## Description of the task:
What lines of the material below include the string "Annotation"? Copy all of them.

## Supplied entries:
BEGIN

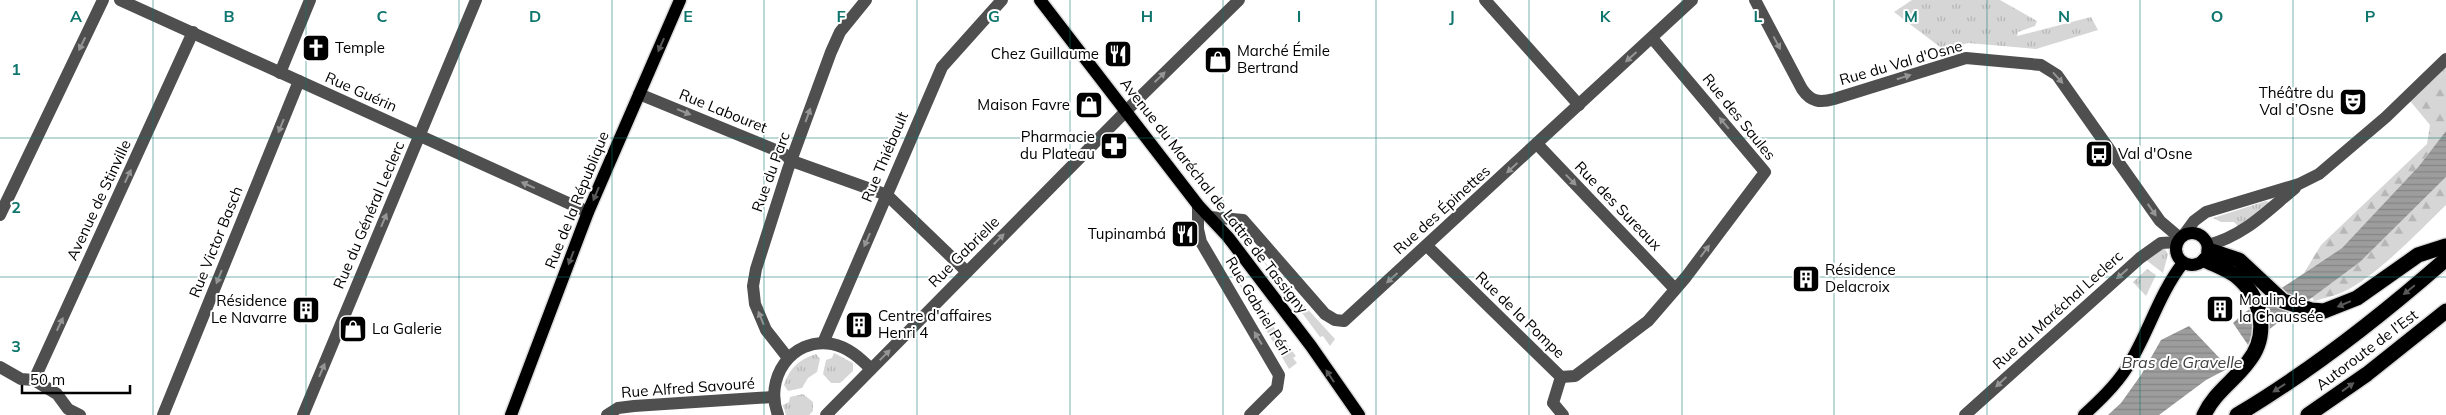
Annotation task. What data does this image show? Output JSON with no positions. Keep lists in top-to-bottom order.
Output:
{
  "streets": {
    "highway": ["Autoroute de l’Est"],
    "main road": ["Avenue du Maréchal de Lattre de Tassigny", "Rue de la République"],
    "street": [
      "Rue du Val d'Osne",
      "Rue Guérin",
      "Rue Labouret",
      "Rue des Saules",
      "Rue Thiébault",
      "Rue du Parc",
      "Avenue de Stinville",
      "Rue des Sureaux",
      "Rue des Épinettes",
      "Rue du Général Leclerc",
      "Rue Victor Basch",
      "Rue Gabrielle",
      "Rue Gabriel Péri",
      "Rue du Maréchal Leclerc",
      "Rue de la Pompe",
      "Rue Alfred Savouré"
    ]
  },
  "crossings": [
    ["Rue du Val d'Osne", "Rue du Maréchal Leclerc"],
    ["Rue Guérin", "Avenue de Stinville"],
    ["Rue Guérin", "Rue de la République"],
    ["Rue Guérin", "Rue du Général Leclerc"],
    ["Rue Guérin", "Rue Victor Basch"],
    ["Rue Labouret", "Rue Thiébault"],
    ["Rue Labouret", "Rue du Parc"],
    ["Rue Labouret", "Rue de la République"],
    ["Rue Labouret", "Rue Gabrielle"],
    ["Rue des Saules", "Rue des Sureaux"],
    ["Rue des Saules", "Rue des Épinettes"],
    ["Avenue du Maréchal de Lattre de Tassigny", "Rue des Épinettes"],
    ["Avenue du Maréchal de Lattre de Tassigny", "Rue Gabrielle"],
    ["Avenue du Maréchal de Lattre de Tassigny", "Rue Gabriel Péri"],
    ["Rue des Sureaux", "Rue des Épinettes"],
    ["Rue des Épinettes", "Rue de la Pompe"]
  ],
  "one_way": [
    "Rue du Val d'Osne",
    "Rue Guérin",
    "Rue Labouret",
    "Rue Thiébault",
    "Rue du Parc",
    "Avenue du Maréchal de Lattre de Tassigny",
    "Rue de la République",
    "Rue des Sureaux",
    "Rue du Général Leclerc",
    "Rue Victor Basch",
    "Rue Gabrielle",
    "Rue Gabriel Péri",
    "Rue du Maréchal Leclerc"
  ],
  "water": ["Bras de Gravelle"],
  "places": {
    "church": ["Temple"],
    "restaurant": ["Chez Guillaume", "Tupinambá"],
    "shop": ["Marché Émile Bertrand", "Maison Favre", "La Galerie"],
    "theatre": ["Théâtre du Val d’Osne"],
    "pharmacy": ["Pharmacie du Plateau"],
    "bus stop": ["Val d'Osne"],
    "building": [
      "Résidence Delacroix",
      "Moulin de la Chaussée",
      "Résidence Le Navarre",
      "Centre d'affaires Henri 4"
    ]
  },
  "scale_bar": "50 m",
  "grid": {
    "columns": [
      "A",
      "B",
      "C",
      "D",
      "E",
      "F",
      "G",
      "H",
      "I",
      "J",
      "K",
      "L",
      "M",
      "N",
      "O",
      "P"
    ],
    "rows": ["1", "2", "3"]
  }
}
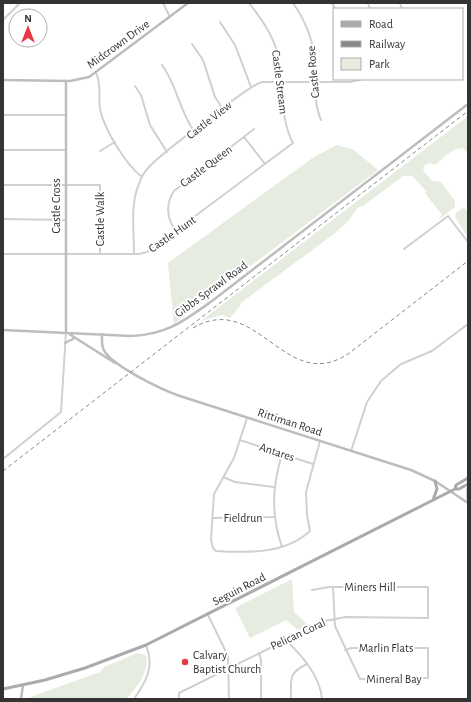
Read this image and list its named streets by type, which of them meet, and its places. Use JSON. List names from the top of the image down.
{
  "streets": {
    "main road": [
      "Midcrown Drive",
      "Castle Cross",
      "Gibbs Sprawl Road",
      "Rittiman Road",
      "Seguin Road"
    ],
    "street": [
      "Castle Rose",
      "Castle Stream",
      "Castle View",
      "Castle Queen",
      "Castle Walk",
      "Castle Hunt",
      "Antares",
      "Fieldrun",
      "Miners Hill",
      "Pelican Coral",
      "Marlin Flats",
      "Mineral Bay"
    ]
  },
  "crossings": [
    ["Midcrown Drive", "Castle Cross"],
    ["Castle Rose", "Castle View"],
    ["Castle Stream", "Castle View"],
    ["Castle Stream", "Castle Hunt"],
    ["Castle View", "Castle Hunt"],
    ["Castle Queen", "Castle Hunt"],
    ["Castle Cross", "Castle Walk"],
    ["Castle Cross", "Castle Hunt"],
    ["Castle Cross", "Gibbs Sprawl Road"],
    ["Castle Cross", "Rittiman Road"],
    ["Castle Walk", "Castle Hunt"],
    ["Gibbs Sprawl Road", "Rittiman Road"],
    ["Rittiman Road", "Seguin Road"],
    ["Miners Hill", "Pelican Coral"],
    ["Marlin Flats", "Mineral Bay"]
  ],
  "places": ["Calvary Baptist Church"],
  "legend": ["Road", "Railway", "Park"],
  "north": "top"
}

END
BEGIN

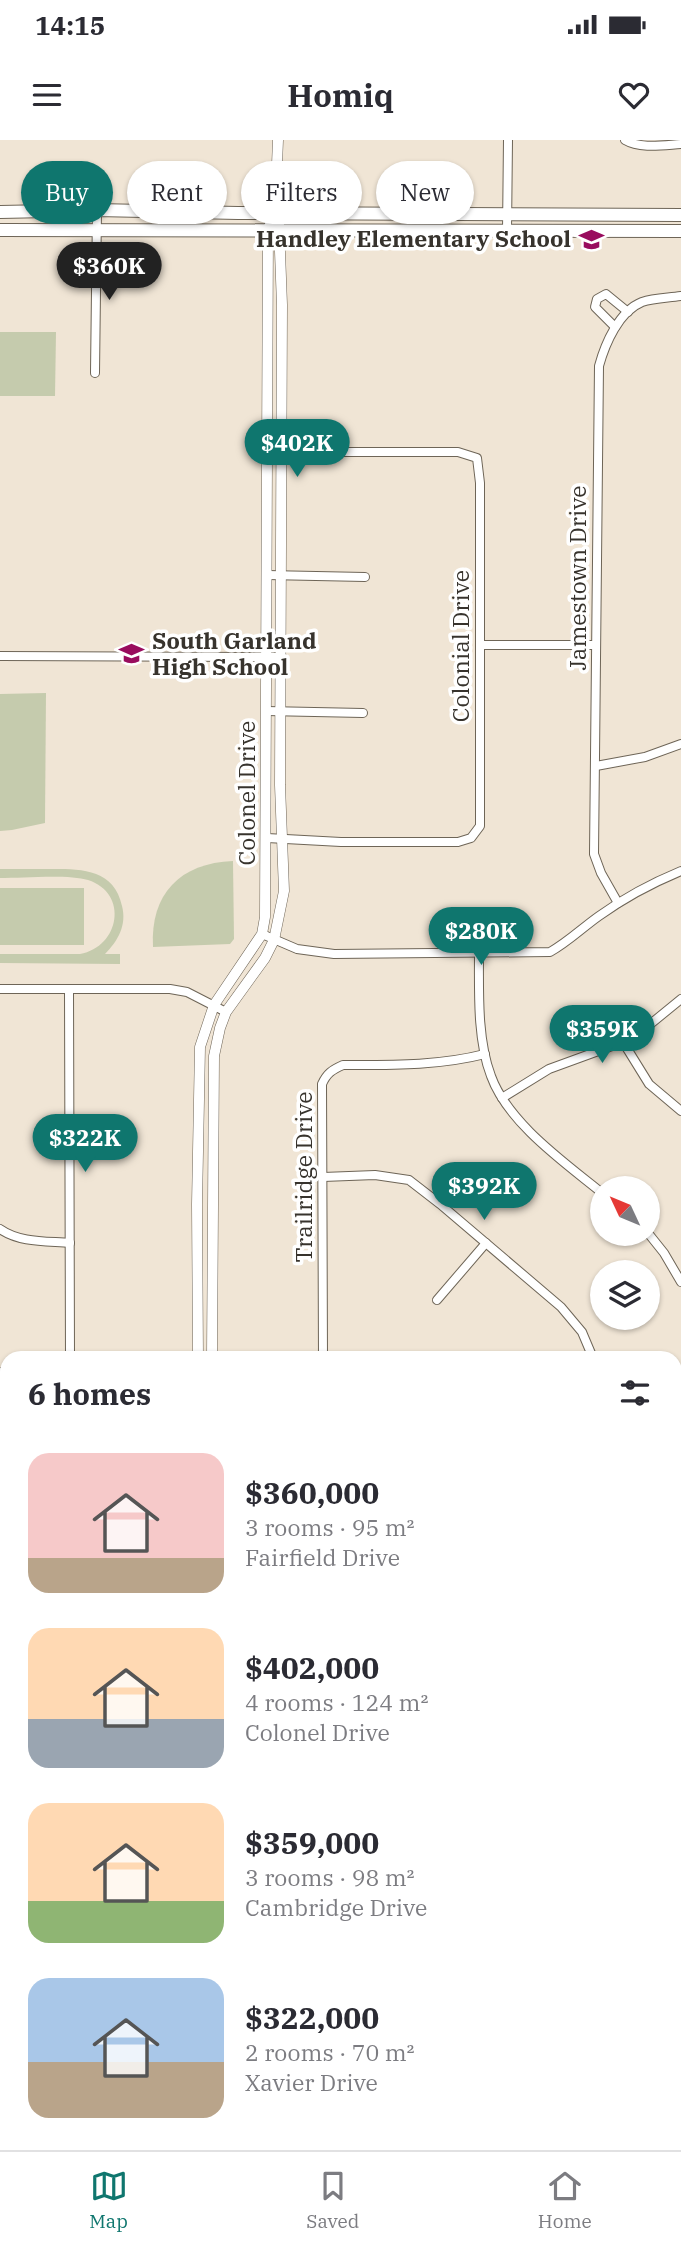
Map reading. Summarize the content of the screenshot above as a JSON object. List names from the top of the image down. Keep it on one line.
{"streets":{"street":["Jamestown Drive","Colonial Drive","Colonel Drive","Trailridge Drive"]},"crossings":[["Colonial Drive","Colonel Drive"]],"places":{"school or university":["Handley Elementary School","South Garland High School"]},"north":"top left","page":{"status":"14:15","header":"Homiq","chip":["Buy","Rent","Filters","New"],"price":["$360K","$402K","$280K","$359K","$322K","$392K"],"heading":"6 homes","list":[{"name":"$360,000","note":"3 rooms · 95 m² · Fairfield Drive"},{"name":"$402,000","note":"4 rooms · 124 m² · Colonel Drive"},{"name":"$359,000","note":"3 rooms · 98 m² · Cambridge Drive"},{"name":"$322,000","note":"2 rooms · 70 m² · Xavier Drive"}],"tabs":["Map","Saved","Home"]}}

END
BEGIN

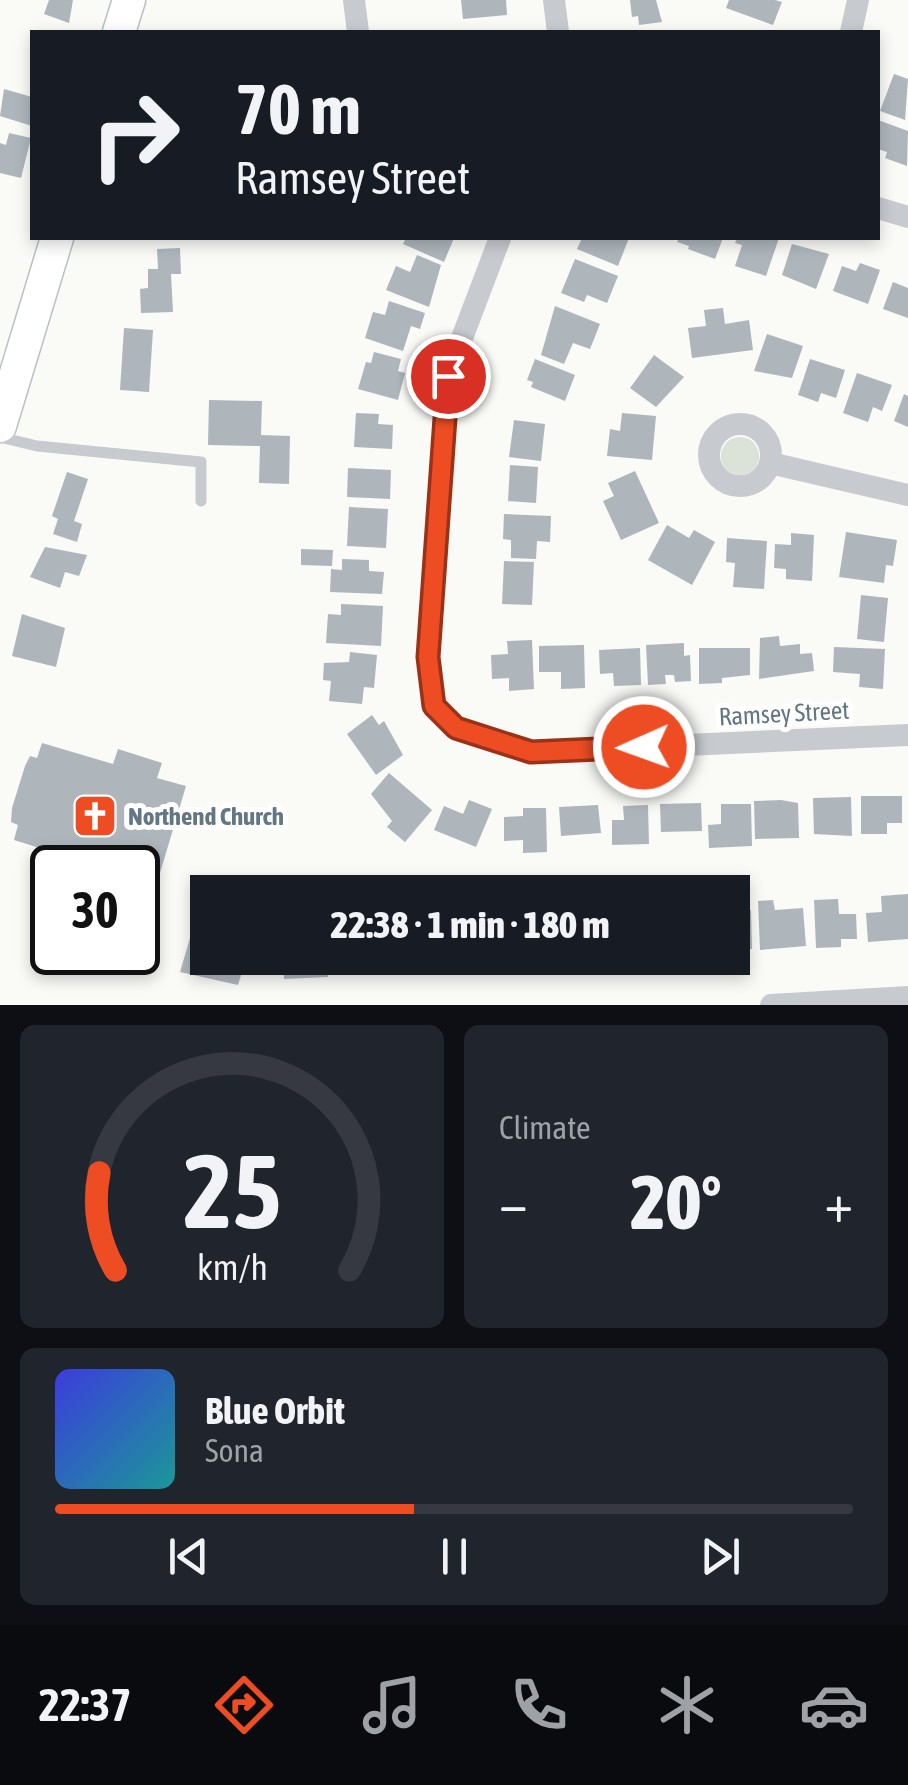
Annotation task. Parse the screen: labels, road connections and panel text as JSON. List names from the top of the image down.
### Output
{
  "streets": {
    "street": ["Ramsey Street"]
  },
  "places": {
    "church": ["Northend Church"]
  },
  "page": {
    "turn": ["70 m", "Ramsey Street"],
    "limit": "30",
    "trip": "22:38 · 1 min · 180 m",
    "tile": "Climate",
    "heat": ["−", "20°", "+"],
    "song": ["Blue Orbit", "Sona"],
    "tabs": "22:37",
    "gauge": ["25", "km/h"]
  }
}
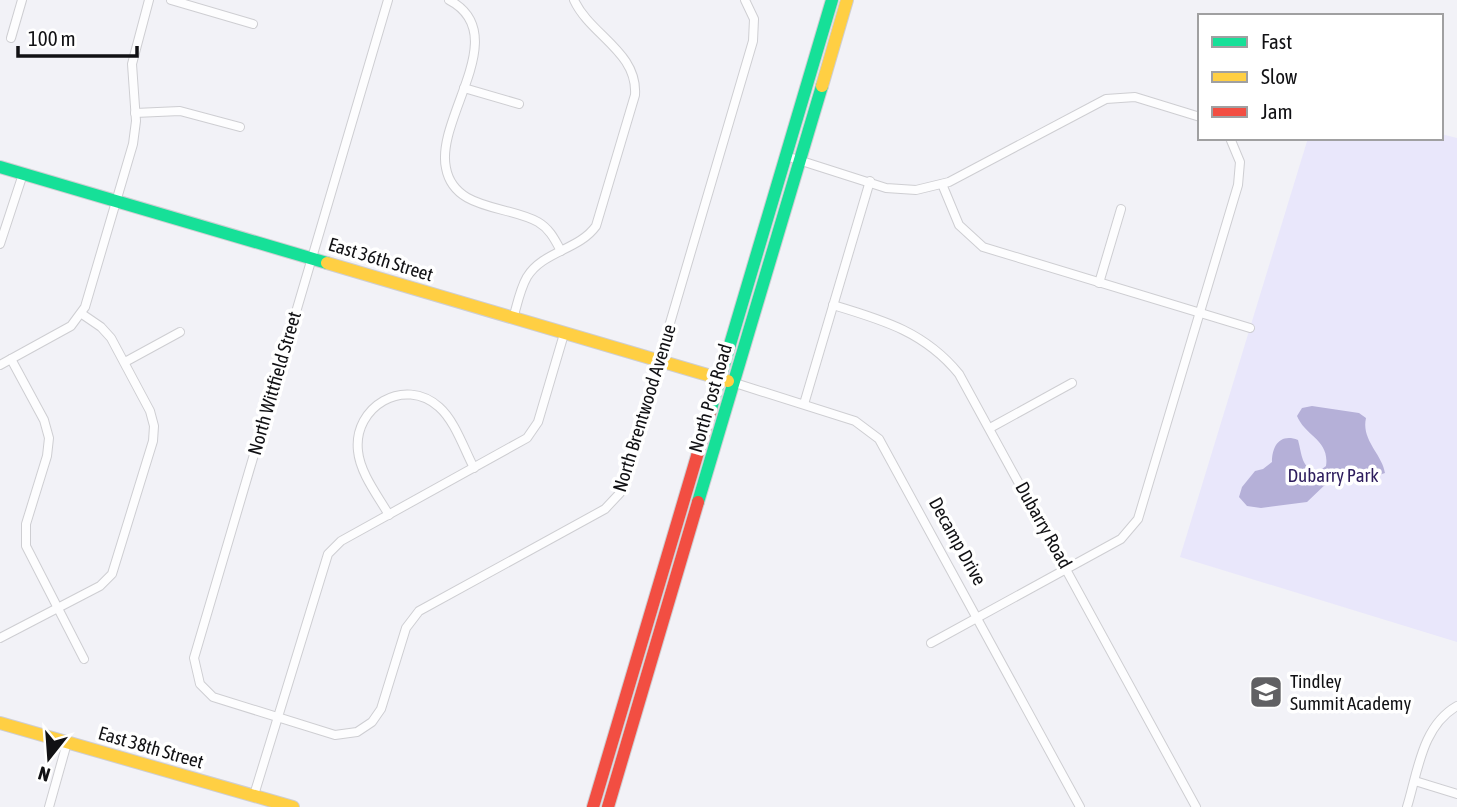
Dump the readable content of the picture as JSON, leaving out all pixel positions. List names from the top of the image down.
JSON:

END

## Exercise answer:
Annotation task. What data does this image show? Output JSON with no positions. Keep lists in top-to-bottom order.
Annotation task. Parse the screen: labels, road connections and panel text as JSON. List names from the top of the image down.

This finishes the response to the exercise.